Work order » Using "song" as the search string, find the matching lines below and copy them.

Entries supplied »
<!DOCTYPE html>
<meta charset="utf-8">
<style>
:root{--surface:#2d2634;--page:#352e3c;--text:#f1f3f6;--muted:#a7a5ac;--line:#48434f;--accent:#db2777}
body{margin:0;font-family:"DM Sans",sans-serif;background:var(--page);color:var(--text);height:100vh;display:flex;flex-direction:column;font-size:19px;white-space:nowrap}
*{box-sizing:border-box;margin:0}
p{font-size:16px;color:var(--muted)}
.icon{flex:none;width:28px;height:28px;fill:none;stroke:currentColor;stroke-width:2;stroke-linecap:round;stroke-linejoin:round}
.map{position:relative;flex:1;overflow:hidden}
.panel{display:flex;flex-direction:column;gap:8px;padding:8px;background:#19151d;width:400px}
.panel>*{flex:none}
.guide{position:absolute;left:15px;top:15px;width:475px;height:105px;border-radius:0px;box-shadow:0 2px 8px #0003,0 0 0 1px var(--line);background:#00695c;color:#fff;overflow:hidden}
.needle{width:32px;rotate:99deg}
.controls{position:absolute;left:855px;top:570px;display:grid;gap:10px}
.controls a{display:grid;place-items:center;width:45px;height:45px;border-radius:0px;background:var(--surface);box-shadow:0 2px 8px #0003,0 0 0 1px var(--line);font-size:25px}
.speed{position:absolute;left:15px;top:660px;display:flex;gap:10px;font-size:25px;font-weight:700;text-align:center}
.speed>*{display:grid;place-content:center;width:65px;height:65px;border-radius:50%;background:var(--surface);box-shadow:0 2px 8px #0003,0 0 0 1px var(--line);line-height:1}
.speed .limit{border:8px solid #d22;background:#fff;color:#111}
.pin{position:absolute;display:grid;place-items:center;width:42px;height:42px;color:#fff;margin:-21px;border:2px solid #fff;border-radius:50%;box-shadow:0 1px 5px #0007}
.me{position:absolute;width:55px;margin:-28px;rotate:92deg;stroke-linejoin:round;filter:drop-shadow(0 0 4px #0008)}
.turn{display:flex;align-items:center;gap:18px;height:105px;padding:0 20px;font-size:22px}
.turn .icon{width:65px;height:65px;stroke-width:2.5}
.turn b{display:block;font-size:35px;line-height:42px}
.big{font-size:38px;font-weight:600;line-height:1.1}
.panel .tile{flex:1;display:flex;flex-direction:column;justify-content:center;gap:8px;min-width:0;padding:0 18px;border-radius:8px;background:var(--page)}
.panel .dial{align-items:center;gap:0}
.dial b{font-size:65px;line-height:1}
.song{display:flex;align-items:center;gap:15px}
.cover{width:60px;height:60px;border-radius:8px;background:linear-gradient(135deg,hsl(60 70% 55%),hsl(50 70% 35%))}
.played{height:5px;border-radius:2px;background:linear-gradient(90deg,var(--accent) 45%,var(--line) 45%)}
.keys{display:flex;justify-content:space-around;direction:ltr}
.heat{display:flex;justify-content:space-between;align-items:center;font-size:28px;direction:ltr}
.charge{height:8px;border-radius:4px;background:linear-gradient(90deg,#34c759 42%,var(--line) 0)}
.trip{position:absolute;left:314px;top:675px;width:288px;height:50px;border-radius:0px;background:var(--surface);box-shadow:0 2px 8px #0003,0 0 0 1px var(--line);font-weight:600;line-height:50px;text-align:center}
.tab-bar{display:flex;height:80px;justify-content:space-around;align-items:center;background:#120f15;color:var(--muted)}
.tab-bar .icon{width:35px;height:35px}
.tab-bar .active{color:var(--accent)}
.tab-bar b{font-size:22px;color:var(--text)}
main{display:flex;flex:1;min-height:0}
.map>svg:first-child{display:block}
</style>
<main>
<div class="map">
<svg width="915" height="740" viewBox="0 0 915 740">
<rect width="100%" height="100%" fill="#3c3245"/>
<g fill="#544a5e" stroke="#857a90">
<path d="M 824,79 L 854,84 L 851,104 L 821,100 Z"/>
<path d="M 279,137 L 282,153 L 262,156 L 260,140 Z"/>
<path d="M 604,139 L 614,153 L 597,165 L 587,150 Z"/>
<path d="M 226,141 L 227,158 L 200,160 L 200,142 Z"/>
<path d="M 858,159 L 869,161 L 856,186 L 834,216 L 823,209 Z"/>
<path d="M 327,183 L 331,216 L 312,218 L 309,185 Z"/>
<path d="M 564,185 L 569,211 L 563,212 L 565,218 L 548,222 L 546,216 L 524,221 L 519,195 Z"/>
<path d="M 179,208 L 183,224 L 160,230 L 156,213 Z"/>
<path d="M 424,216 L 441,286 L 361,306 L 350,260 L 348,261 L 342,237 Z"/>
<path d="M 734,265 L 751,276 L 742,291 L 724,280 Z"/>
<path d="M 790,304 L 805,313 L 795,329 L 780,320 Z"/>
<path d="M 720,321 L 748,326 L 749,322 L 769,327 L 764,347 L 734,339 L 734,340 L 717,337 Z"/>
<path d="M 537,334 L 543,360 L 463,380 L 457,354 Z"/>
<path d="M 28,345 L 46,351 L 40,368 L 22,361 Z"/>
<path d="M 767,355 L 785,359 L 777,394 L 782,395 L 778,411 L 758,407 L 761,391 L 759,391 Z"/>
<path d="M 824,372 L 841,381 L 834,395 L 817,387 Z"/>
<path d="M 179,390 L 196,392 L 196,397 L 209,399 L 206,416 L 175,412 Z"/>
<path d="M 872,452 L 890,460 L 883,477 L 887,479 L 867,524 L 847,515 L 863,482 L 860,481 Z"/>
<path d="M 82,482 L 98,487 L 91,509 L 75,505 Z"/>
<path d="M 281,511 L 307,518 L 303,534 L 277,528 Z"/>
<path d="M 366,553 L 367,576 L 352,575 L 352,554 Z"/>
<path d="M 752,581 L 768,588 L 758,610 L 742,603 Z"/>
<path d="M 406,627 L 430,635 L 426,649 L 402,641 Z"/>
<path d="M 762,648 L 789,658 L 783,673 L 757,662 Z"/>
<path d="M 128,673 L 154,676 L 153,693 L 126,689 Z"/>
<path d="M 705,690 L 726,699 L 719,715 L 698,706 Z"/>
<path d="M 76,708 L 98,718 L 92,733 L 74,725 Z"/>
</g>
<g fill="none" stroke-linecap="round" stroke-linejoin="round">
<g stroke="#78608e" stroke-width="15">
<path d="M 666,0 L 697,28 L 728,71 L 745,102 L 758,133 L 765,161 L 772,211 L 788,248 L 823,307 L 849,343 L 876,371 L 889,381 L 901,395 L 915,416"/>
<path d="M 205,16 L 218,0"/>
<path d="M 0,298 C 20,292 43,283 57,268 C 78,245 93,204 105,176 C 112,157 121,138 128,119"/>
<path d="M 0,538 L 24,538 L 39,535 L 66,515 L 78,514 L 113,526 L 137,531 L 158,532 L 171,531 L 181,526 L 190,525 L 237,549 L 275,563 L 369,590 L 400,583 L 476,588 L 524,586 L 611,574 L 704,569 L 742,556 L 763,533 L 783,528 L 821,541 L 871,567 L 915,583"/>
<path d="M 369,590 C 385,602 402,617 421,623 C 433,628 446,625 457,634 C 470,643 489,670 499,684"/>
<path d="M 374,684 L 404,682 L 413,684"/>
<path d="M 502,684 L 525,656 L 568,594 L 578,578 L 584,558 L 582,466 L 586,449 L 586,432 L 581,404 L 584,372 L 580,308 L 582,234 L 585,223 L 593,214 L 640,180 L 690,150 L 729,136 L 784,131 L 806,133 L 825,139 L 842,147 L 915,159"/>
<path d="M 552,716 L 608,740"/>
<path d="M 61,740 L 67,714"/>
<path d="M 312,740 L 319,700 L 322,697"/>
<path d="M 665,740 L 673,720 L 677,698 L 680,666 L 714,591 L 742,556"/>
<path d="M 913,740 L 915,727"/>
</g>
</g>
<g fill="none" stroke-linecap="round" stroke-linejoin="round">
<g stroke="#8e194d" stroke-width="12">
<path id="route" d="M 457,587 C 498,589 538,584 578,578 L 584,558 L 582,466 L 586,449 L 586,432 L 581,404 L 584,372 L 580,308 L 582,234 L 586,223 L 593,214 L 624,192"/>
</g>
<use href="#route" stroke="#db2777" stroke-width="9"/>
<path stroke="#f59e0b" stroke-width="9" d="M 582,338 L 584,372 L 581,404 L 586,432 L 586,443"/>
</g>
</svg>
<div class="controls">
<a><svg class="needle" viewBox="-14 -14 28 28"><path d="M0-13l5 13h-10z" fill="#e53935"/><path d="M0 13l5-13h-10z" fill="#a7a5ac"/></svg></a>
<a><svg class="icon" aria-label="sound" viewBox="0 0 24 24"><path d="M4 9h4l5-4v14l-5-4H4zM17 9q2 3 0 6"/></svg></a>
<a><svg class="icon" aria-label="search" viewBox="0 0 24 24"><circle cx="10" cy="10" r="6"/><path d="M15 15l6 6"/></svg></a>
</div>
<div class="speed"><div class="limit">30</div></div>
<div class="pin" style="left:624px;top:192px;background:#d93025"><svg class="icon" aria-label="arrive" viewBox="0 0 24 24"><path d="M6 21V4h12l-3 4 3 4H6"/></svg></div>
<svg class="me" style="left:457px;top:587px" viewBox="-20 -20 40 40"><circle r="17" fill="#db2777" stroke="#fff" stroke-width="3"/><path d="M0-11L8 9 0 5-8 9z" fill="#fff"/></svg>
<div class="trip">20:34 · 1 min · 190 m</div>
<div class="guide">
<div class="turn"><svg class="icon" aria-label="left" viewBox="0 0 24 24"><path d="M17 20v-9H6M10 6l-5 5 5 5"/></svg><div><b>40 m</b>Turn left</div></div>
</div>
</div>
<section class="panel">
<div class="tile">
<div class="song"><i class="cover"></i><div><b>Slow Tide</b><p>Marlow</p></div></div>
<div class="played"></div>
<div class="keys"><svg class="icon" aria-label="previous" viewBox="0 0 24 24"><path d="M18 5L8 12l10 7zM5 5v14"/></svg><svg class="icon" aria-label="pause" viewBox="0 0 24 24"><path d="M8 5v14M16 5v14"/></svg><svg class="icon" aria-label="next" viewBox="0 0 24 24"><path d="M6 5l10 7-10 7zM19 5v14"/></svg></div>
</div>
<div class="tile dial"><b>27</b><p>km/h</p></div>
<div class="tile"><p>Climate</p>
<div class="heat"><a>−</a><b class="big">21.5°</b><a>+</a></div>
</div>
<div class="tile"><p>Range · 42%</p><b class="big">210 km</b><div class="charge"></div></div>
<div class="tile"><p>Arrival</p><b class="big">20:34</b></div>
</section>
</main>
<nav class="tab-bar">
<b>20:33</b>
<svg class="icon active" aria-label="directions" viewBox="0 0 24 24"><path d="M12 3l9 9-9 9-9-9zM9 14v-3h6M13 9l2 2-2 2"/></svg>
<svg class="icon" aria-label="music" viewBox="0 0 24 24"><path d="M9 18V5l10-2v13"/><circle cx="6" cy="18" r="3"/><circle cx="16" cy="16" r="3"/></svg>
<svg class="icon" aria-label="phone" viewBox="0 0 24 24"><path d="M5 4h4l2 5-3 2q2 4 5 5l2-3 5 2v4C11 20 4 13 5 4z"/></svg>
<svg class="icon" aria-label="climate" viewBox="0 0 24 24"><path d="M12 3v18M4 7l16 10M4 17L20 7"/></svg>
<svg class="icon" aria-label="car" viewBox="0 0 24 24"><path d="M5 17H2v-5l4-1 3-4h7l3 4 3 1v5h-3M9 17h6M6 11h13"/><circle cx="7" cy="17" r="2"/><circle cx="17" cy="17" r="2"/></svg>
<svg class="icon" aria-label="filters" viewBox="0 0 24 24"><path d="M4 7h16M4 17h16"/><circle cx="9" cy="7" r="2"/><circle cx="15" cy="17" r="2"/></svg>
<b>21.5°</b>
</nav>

Output »
.song{display:flex;align-items:center;gap:15px}
<div class="song"><i class="cover"></i><div><b>Slow Tide</b><p>Marlow</p></div></div>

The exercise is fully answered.